Une alternative au dépôt APP
Par BlockchainSignMis à jour le
L'Agence pour la Protection des Programmes est l'institution française du dépôt de logiciel : code source mis sous séquestre, identifiant IDNN, référence connue de tous les avocats spécialisés. C'est solide. Cette page explique ce que cela suppose, et le cas où l'on veut dater une version sans déposer son code.
Ce qu'apporte un dépôt APP
L'APP existe depuis 1982 et fait autorité en France sur la protection des créations logicielles. Un dépôt vous donne :
- Le dépôt du code source lui-même, conservé sous séquestre.
- Un identifiant IDNN — une carte d'identité de l'œuvre, opposable et citable.
- Une date certaine attachée à cette version précise.
- Une référence institutionnelle qu'aucun conseil français n'aura à se faire expliquer.
Pour une société qui valorise un logiciel, prépare une levée, négocie une cession ou anticipe un contentieux, c'est le geste attendu.
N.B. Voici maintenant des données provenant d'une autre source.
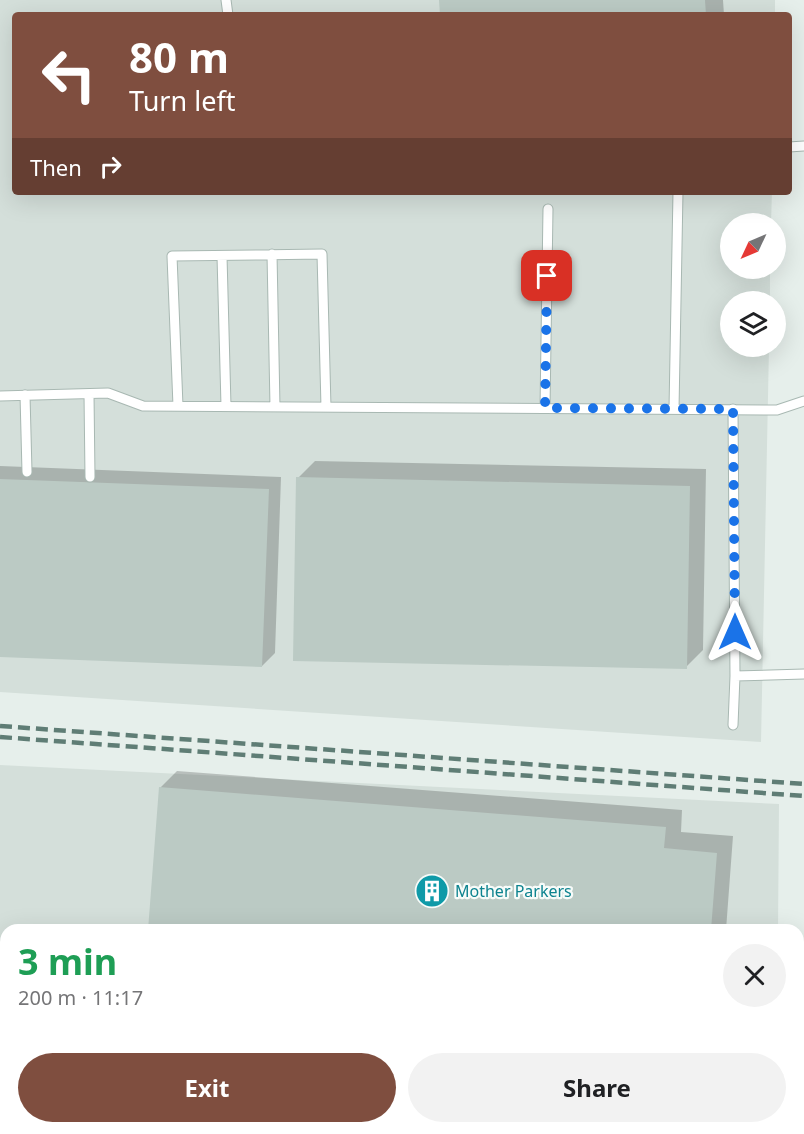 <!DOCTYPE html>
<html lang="en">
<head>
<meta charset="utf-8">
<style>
	:root { --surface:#fff; --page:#f2f2f2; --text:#202124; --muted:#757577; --accent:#7f4e3f }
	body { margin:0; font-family:"Noto Sans",sans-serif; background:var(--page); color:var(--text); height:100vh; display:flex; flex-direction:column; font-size:22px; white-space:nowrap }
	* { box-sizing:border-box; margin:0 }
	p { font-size:20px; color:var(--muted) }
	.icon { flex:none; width:33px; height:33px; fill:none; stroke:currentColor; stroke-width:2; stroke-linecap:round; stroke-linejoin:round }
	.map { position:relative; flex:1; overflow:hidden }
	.drawer { position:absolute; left:0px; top:924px; width:804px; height:210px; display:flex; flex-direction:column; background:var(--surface); border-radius:18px 18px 0 0; box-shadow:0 6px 24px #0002 }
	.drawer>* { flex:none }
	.banner { position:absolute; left:12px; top:12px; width:780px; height:183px; border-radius:6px; box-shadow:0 6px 24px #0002; background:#7f4e3f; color:#fff; overflow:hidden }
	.needle { width:39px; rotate:226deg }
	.controls { position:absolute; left:720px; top:213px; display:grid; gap:12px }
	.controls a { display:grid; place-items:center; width:66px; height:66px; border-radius:50%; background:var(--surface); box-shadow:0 6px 24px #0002; font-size:30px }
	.pin { position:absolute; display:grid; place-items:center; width:51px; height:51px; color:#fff; margin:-26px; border-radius:12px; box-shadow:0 3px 9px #0006 }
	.me { position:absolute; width:66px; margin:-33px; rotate:0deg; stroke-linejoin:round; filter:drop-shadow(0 0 4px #0008) }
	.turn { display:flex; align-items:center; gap:21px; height:126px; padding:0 18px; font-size:27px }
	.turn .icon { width:78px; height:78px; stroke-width:2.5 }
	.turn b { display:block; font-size:42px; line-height:51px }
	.then { display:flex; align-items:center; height:57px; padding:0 18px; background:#0003; gap:12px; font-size:22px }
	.round { display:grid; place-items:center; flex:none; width:63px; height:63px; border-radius:32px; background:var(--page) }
	.head { display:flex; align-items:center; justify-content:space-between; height:102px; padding:0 18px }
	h1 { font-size:36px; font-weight:700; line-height:45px; color:#1e9e55 }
	.cta { display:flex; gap:12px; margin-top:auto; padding:12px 18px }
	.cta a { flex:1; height:69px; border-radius:36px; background:var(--accent); color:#fff; font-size:24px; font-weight:700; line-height:69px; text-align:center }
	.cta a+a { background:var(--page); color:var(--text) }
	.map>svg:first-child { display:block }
	.built { fill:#d4dfda }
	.shadow { fill:#0003 }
	.building { fill:#bbcac4 }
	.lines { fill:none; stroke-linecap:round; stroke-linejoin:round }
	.lane-casing { stroke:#a8b8b2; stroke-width:11 }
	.secondary-casing { stroke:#a4bbb3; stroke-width:20 }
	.lane { stroke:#fff; stroke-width:9 }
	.secondary { stroke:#fff; stroke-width:18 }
	.rail { stroke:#5f7d75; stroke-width:4.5; stroke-dasharray:12 6; stroke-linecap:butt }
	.route { stroke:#1a73e8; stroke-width:10; stroke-dasharray:0 18 }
	.labels { text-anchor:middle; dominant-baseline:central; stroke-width:4.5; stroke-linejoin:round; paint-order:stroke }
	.culture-label { font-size:16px; fill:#0d838f; stroke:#f7fbf9; text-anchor:start }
</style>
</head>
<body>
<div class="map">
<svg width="804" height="1134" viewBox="0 0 804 1134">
	<rect width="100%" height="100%" fill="#e6efeb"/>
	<path class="built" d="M0,0H775V15H15V192H772L771,223L730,224V268L770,269V301L730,302V346L769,347L761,742L0,692Z
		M0,765L779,804L778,930H6V1128H766V1134H0Z"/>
	<path class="shadow" d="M440,0H723L724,15H442Z
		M315,461L706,469L703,650L686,667L298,478Z
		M0,466L281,477L275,653L262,666L0,656Z
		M177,771L682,810L681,832L733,836L726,930H149L160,788Z
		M331,1128H417V1134H264Z"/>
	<path class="building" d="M439,0H705L706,15H440Z
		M296,477L690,486L687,669L293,661Z
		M0,479L269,489L262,667L0,657Z
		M159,787L666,827L664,848L717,853L711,930H148Z
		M362,1128H413V1134H314Z"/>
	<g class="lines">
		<defs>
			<path id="lane" d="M226,0L228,15
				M789,147L804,146
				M272,254L275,407
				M222,256L226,406
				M89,394L90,477
				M25,395L27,472
				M0,396L108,393L143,406L777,410L804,401
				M178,406L172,256L322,254L326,407
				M545,408L548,209
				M674,409L678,192
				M735,676L804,674
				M733,725L735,676L733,409"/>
			<path id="secondary" d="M801,1134L804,1072"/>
		</defs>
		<use href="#lane" class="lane-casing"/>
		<use href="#secondary" class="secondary-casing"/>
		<use href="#lane" class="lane"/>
		<use href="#secondary" class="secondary"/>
		<path class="rail" d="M0,726L804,784
			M0,737L804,796"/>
	</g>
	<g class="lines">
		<path class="route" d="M547,276L545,408L733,409L735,632"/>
	</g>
	<defs>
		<symbol id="building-disc" viewBox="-11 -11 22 22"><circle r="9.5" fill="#0f9aa8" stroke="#f7fbf9"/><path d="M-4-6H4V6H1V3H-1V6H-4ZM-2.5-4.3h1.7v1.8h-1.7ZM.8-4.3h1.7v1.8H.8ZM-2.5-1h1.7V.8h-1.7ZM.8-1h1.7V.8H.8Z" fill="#fff"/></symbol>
	</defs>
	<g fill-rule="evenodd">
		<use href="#building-disc" x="413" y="872" width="38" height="38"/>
	</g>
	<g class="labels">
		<g class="culture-label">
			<text x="455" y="891">Mother Parkers</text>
		</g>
	</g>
</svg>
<div class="controls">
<a><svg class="needle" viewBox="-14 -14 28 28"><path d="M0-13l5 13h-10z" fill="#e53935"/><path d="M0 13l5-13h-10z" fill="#757577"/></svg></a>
<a><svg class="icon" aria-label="layers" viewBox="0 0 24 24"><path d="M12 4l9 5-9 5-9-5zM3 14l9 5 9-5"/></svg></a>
</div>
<div class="pin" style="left:547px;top:276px;background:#d93025"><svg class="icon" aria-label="arrive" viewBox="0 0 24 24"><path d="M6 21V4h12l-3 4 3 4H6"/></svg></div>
<svg class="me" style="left:735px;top:632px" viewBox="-20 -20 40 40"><path d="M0-17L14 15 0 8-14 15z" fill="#1a73e8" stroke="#fff" stroke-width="4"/></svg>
<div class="banner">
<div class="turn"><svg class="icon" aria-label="left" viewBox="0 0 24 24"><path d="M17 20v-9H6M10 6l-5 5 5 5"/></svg><div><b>80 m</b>Turn left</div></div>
<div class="then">Then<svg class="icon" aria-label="right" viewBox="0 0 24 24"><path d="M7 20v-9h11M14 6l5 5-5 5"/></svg></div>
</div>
<section class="drawer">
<div class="head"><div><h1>3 min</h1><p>200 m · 11:17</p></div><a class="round"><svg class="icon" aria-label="close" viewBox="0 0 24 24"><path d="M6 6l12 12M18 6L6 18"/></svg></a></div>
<div class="cta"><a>Exit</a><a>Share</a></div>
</section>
</div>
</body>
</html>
Rien de ce qui suit ne le remplace.
Les tarifs ne sont pas publics : l'APP fonctionne par adhésion et devis.
Ce que cela suppose
Une chose, et c'est la même que pour l'enveloppe Soleau ou le constat : le code sort de chez vous. Le séquestre est précisément le service rendu — un tiers de confiance en détient un exemplaire.
Pour un dépôt annuel de la version de référence, c'est parfaitement raisonnable et c'est le but. Cela cadre moins bien avec deux réalités du développement :
La cadence. Un dépôt fixe une version. Une équipe qui livre chaque semaine ne dépose pas chaque semaine, et l'écart entre le dernier dépôt et l'état réel du dépôt Git est l'endroit exact où les litiges se logent.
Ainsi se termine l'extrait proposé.